• The task: Leave out the images and set down the records below exactly.

Data for processing START

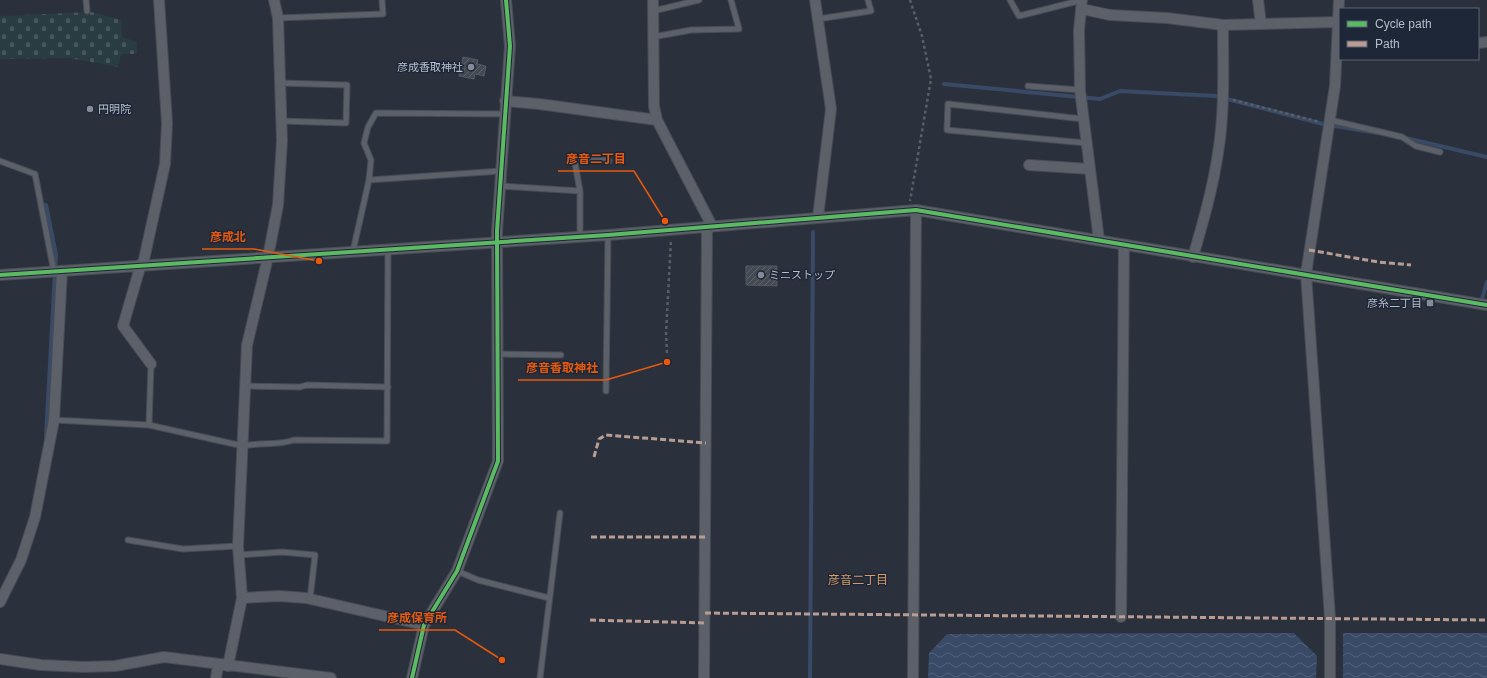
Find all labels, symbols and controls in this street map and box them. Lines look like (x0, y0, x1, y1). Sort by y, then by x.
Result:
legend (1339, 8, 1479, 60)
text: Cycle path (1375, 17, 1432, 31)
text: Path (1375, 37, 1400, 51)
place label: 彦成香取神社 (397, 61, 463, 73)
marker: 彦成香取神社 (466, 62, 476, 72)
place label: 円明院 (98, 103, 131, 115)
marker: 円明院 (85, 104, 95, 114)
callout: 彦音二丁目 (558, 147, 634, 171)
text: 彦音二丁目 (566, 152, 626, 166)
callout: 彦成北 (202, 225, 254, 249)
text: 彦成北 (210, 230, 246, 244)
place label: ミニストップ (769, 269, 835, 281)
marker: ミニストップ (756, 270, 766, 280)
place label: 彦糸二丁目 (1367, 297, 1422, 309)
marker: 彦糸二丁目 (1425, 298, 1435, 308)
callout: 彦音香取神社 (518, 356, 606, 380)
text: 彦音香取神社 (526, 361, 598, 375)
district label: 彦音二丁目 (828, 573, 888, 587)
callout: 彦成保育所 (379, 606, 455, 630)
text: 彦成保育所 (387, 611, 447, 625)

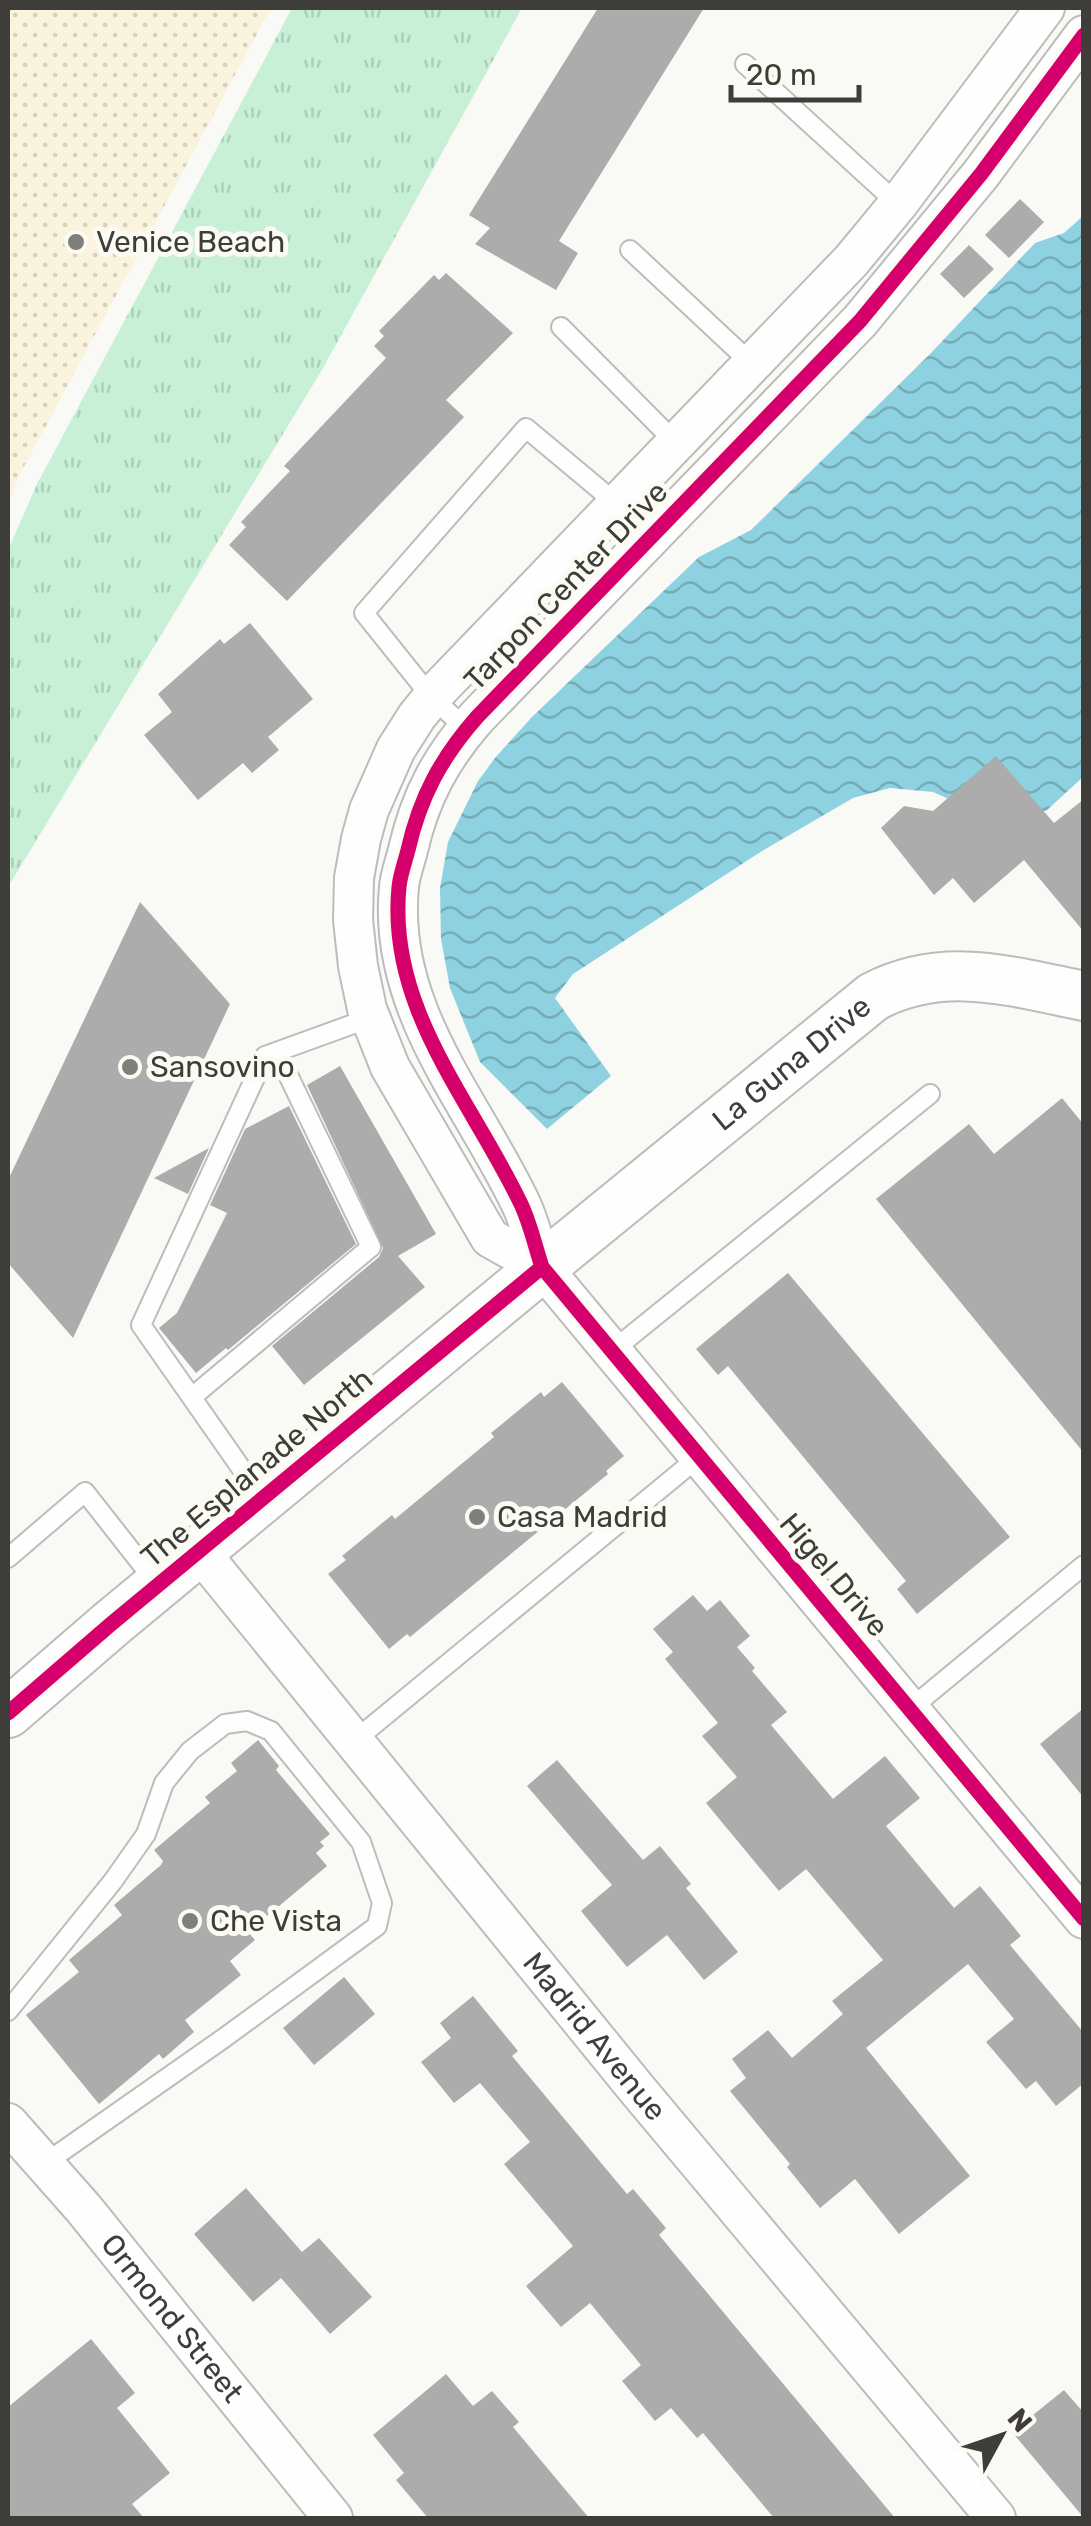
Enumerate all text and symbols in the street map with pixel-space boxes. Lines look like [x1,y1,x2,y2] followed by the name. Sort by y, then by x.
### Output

Data for processing END

• Answer below:
Find all labels, symbols and controls in this street map and box them. Lines look like (x0, y0, x1, y1). Sort by y, then by x.
Result:
legend (1339, 8, 1479, 60)
text: Cycle path (1375, 17, 1432, 31)
text: Path (1375, 37, 1400, 51)
place label: 彦成香取神社 (397, 61, 463, 73)
marker: 彦成香取神社 (466, 62, 476, 72)
place label: 円明院 (98, 103, 131, 115)
marker: 円明院 (85, 104, 95, 114)
callout: 彦音二丁目 (558, 147, 634, 171)
text: 彦音二丁目 (566, 152, 626, 166)
callout: 彦成北 (202, 225, 254, 249)
text: 彦成北 (210, 230, 246, 244)
place label: ミニストップ (769, 269, 835, 281)
marker: ミニストップ (756, 270, 766, 280)
place label: 彦糸二丁目 (1367, 297, 1422, 309)
marker: 彦糸二丁目 (1425, 298, 1435, 308)
callout: 彦音香取神社 (518, 356, 606, 380)
text: 彦音香取神社 (526, 361, 598, 375)
district label: 彦音二丁目 (828, 573, 888, 587)
callout: 彦成保育所 (379, 606, 455, 630)
text: 彦成保育所 (387, 611, 447, 625)

Enumerate all text and symbols in the street map with pixel-space boxes. Lines look like [x1,y1,x2,y2] followed by the name. Sort by y, then by x.
### Output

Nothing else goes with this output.